Collected data:
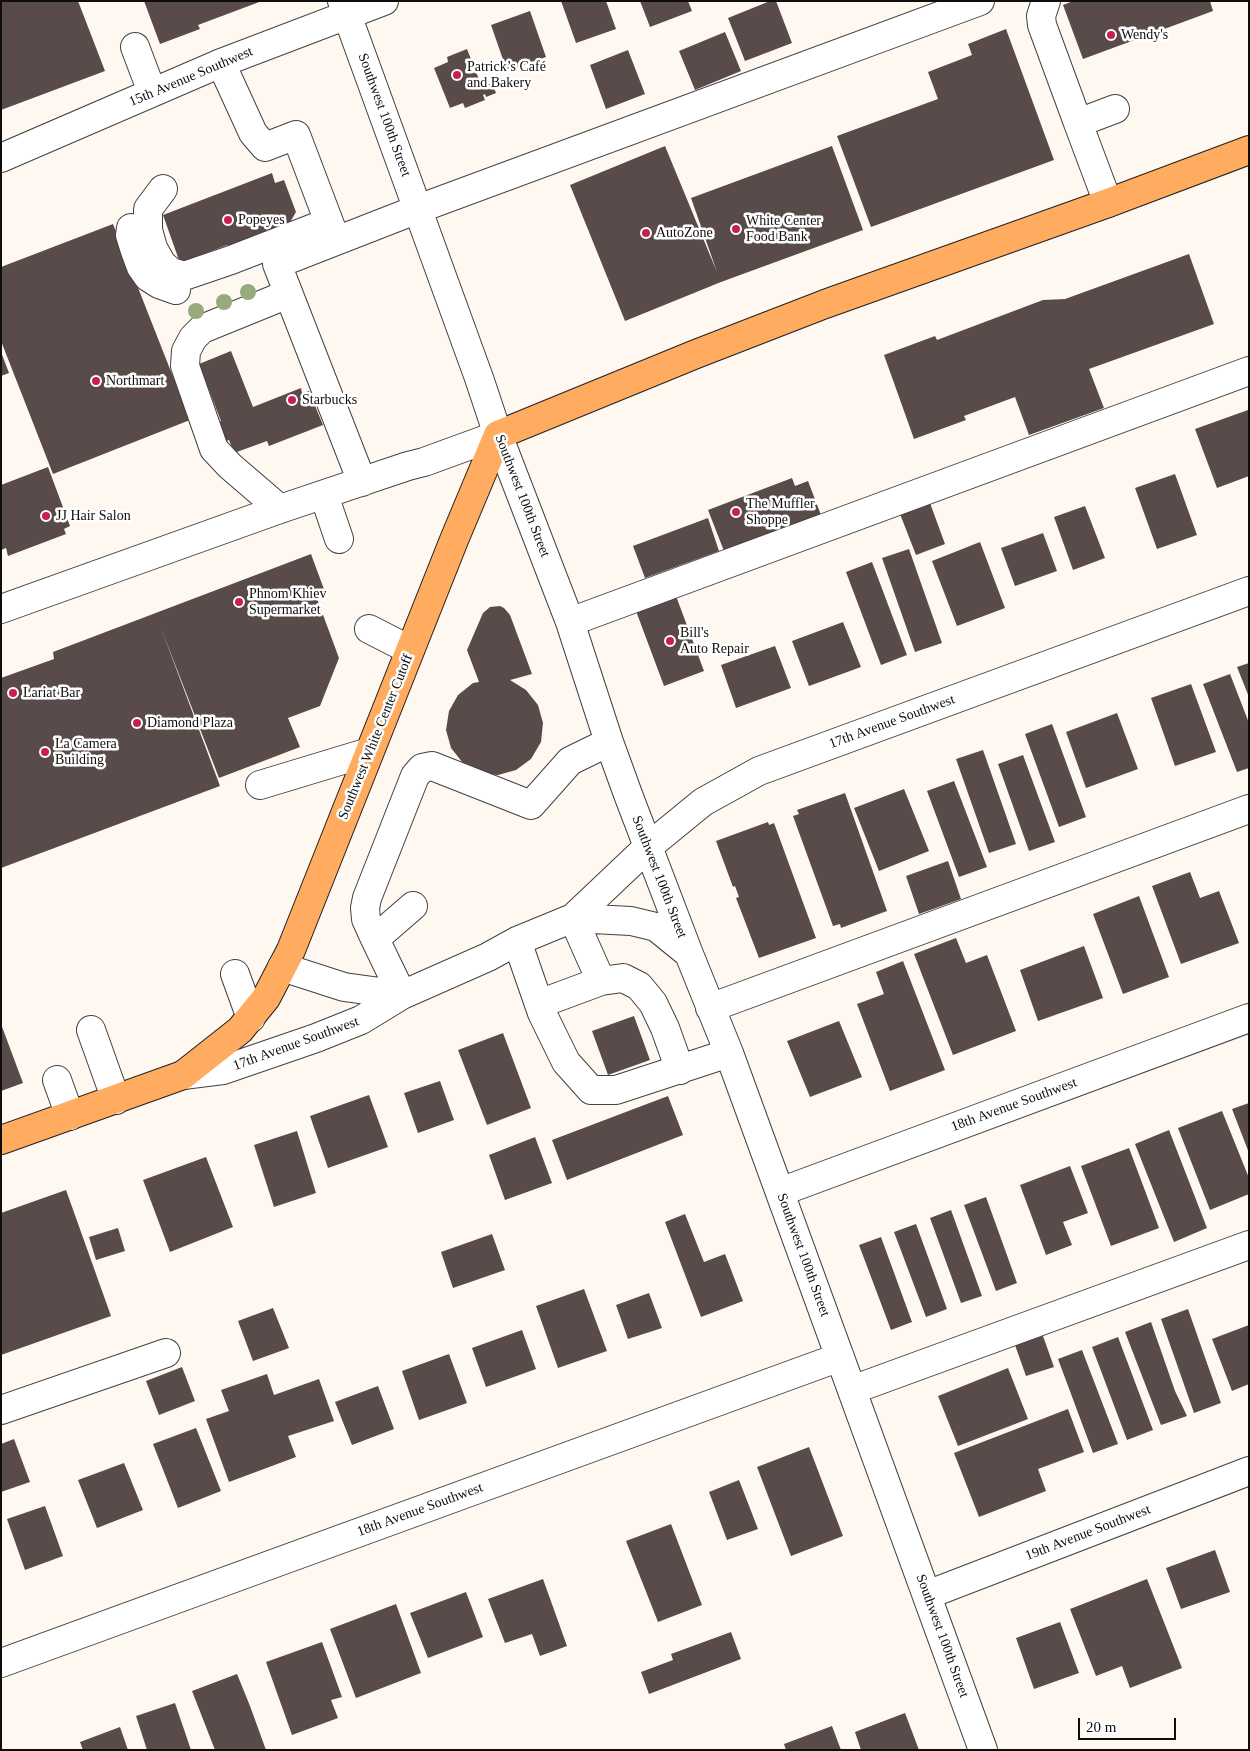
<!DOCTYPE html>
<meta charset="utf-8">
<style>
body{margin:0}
#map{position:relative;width:1250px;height:1751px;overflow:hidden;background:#fff8f0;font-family:Georgia,serif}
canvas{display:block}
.frame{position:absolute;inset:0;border:2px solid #0e0e0e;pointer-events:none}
.scale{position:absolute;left:1078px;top:1718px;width:98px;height:22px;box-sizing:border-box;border:2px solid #0e0e0e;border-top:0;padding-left:6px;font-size:15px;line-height:18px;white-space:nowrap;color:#0e0e0e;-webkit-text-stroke:4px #fff;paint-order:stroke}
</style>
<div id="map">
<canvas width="1250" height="1751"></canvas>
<div class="frame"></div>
<div class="scale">20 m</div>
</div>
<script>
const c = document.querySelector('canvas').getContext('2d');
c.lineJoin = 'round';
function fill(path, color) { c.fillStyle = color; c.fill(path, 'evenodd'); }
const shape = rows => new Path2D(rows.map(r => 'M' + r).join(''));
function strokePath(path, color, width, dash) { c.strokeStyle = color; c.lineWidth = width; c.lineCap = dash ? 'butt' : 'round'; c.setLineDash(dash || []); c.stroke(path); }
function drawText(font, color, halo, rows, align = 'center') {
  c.font = font + ' Georgia,serif'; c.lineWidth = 5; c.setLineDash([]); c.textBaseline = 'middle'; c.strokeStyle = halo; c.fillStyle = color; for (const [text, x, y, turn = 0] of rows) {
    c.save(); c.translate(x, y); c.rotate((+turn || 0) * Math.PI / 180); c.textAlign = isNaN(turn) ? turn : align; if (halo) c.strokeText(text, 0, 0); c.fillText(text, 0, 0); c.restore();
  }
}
const building = shape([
 [1,1,78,1,105,71,1,110],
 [144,1,262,1,198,25,200,29,160,44],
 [561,1,606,1,616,29,576,43],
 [640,1,688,1,692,11,650,27],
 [770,1,776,1,792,43,745,61,728,18],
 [1073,1,1210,1,1213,11,1083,59,1063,5],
 [530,11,546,57,507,71,491,25],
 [1006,29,1054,160,871,227,837,136,938,99,928,72,972,55,968,44],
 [725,32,741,71,695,90,679,51],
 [467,49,482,87,492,83,496,93,486,97,485,94,483,95,485,100,465,108,463,103,450,108,434,68,448,62,447,57],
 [628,50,645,94,606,109,590,65],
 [665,146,717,272,691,198,832,146,863,230,721,282,625,321,570,185],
 [272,173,275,183,284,180,296,212,289,224,231,255,227,245,180,263,163,215],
 [113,224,190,420,53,474,1,341,1,267],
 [1189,254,1214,324,1089,369,1104,408,1029,435,1015,397,964,416,966,420,914,439,884,355,935,336,937,340,1043,300,1065,299],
 [231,351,253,407,301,388,302,393,309,391,323,425,269,446,267,441,234,453,229,440,222,443,215,424,221,421,199,364],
 [1,352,9,373,1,376],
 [1248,410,1249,476,1217,488,1195,429],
 [48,467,70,526,64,529,66,534,8,556,6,548,1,550,1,485],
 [1175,474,1197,535,1157,549,1135,488],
 [792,478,795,486,808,481,821,515,724,551,708,510],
 [930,503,945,544,916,555,900,514],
 [1085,506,1105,558,1073,570,1054,517],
 [708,518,719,551,645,578,633,546],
 [1043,533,1057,571,1015,586,1001,548],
 [980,542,1005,608,957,626,932,561],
 [909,549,942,643,915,652,882,558],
 [311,554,325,592,316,596,339,658,320,706,288,718,300,747,219,778,161,628,220,786,1,868,1,678,54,659,53,652],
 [872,562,907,655,881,665,846,572],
 [676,596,704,671,664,686,636,611],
 [500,606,504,608,510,615,532,674,510,680,526,690,538,705,543,723,541,742,531,759,516,770,498,775,479,773,463,763,451,748,446,730,449,711,458,695,473,683,479,682,467,650,483,613,490,607],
 [843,622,861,667,809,686,792,641],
 [775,646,791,688,736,708,721,665],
 [1249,663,1249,697,1237,667],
 [1230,674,1249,723,1249,768,1237,772,1203,684],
 [1191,684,1216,752,1175,766,1151,698],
 [1117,713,1138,769,1086,788,1066,732],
 [1052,724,1086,817,1059,827,1025,734],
 [983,750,1016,844,989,853,956,759],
 [1023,755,1055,842,1029,851,998,764],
 [954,781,987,867,959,877,927,791],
 [904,789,929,851,879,871,854,808],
 [845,793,887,911,841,928,840,924,833,926,793,816,799,814,797,810],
 [768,822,769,825,774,823,816,938,759,958,736,898,739,897,735,886,733,887,716,841],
 [948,861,961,899,919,914,906,876],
 [1190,872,1200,898,1219,891,1239,943,1181,964,1152,886],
 [1139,896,1169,977,1123,994,1093,914],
 [956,938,966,963,987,955,1016,1031,953,1055,914,954],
 [1084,946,1103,998,1038,1021,1020,970],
 [903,961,945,1070,890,1091,857,1004,884,994,876,972],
 [634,1016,650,1060,608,1075,592,1031],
 [839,1021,862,1077,810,1097,787,1041],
 [1,1024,23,1083,1,1091],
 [503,1033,531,1108,487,1125,458,1050],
 [440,1081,454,1120,418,1133,404,1093],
 [369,1095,388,1147,328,1168,310,1116],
 [668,1096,683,1135,567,1180,552,1140],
 [1249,1103,1249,1153,1232,1109],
 [1222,1111,1249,1178,1249,1194,1210,1210,1178,1128],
 [1169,1130,1207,1228,1174,1242,1135,1144],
 [297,1131,316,1193,274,1207,254,1145],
 [535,1137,552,1183,505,1200,489,1155],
 [1129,1148,1159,1228,1111,1246,1081,1166],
 [206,1157,233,1227,170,1252,143,1180],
 [1070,1166,1088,1213,1063,1222,1072,1245,1046,1255,1020,1185],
 [66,1190,111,1316,1,1355,1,1213],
 [986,1197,1017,1283,996,1291,964,1205],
 [951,1210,982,1296,961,1303,930,1218],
 [685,1214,704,1262,725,1254,743,1301,701,1317,665,1222],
 [916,1224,947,1309,926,1317,894,1232],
 [118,1228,125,1251,96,1260,89,1237],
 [492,1234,505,1270,453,1288,441,1252],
 [881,1237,912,1322,891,1330,859,1245],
 [584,1289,607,1351,558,1368,536,1306],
 [649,1293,662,1328,628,1339,616,1305],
 [273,1308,289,1348,253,1361,238,1321],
 [1188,1309,1221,1403,1194,1413,1161,1319],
 [1151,1322,1175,1391,1187,1416,1161,1425,1125,1332],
 [1249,1325,1249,1384,1232,1391,1212,1339],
 [522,1330,536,1369,486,1387,472,1348],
 [1043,1336,1054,1367,1026,1376,1015,1345],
 [1118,1337,1153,1430,1127,1440,1092,1347],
 [1082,1350,1118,1444,1093,1453,1058,1359],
 [449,1354,467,1403,419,1420,402,1371],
 [182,1367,195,1401,159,1415,146,1381],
 [1008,1368,1028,1419,958,1446,938,1396],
 [267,1374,274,1395,319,1379,334,1421,288,1436,296,1457,229,1482,206,1419,229,1411,221,1390],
 [378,1386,394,1429,352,1445,335,1402],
 [1068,1409,1084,1452,1038,1469,1046,1491,979,1517,954,1453],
 [196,1428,221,1491,178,1508,153,1444],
 [14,1439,30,1482,1,1492,1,1444],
 [809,1447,843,1536,791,1556,757,1467],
 [124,1463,143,1510,97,1528,78,1480],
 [739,1480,758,1529,727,1540,709,1492],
 [45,1506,63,1556,25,1570,7,1519],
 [671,1524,702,1605,658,1622,626,1541],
 [1215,1550,1230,1592,1181,1609,1166,1568],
 [543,1579,567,1646,540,1656,532,1634,505,1643,488,1599],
 [1147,1579,1182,1668,1130,1688,1122,1666,1096,1676,1070,1609],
 [466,1592,483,1637,428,1658,410,1613],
 [396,1604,421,1673,356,1698,330,1629],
 [1060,1622,1079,1673,1034,1689,1016,1638],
 [731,1632,741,1659,649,1694,641,1672,673,1660,671,1654],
 [322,1642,342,1697,331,1700,338,1718,292,1735,266,1662],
 [237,1674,250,1706,266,1750,215,1750,192,1691],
 [175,1703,191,1750,147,1750,136,1716],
 [905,1713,919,1750,861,1750,855,1732],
 [832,1726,841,1750,786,1750,784,1744],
 [120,1727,128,1750,83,1750,80,1742]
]);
const minor = shape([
 [342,1,479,378,498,435,570,622,609,742,629,797,689,954,729,1053,983,1750],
 [1046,1,1041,16,1042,25,1078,123],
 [135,47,152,92],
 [221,63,253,133,265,147,296,135,335,238],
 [1,158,221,63,384,1],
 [163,189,148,209,148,230,153,248,162,264,171,272,184,276,231,260,329,222],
 [1108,203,1078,123,1115,109],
 [131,228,130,235,135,251,141,267,148,277,159,284,176,290],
 [362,482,277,264,418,209,980,1],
 [324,495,339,539],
 [280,509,230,466,214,449,185,366,186,351,193,338,202,329,288,294],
 [1,609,280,509,408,466,424,462,498,435],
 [570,622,1249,371],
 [369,629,410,650],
 [260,785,369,752],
 [573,918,631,921,656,927,688,953],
 [573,918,601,981],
 [375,939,366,919,365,908,367,898,415,776,422,768,432,766,531,805,570,761,609,742],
 [517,941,542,1013,566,1062,591,1090,616,1090,729,1053],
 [282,967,344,987,402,995],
 [235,974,251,1018],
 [402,995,375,939,413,906],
 [539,1004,601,981,623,978,639,986,653,1003,665,1028,680,1070],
 [710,1008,1249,809],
 [91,1030,116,1100],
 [183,1075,223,1070,316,1038,361,1020,402,995,488,957,517,941,573,918,648,847,703,802,759,771,1249,591],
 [57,1080,70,1116],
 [780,1192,1249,1018],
 [852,1390,1249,1245],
 [1,1410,166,1353],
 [927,1595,1249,1471],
 [1,1663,840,1357]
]);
const major = shape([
 [1,1140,183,1075,240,1030,266,998,291,950,454,540,498,435,696,354,825,304,1108,203,1249,150]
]);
const trees = [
 [248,292],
 [224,302],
 [196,311]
];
const markers = [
 [1111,35,5,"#c71e57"],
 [457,75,5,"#c71e57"],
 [228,220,5,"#c71e57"],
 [736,229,5,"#c71e57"],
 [646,233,5,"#c71e57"],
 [96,381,5,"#c71e57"],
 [292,400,5,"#c71e57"],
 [736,512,5,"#c71e57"],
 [46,516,5,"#c71e57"],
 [239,602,5,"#c71e57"],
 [670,641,5,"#c71e57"],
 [13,693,5,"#c71e57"],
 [137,723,5,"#c71e57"],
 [45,752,5,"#c71e57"]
];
const poiNames = [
 ["Wendy's",1121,35],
 ["Patrick’s Café",467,67],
 ["and Bakery",467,83],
 ["Popeyes",238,220],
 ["White Center",746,221],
 ["Food Bank",746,237],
 ["AutoZone",656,233],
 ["Northmart",106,381],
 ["Starbucks",302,400],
 ["The Muffler",746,504],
 ["Shoppe",746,520],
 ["JJ Hair Salon",56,516],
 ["Phnom Khiev",249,594],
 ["Supermarket",249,610],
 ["Bill's",680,633],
 ["Auto Repair",680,649],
 ["Lariat Bar",23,693],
 ["Diamond Plaza",147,723],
 ["La Camera",55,744],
 ["Building",55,760]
];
const streetNames = [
 ["15th Avenue Southwest",191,77,-23],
 ["Southwest 100th Street",384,115,70],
 ["Southwest 100th Street",522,496,69],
 ["17th Avenue Southwest",892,722,-20],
 ["Southwest White Center Cutoff",376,737,-68],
 ["Southwest 100th Street",659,877,69],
 ["17th Avenue Southwest",296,1044,-20],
 ["18th Avenue Southwest",1014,1105,-20],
 ["Southwest 100th Street",803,1255,70],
 ["18th Avenue Southwest",420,1510,-20],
 ["19th Avenue Southwest",1088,1533,-21],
 ["Southwest 100th Street",942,1636,70]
];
fill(building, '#584b4a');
strokePath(minor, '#414141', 30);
strokePath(major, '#1f1f1f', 30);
strokePath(minor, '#fff', 28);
strokePath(major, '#ffab60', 28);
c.fillStyle = '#97aa7b';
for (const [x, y] of trees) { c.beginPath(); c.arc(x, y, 8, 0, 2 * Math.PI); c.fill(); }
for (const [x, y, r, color] of markers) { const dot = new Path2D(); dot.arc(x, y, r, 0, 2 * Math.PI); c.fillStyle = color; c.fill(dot); strokePath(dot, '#fff', 2); }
drawText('14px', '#0e0e0e', '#fff', poiNames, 'left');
drawText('14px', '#0e0e0e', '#fff', streetNames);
</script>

Your task
Looking at the entries above, report how many of their lines include "rows", and add nothing else.

Your solution
3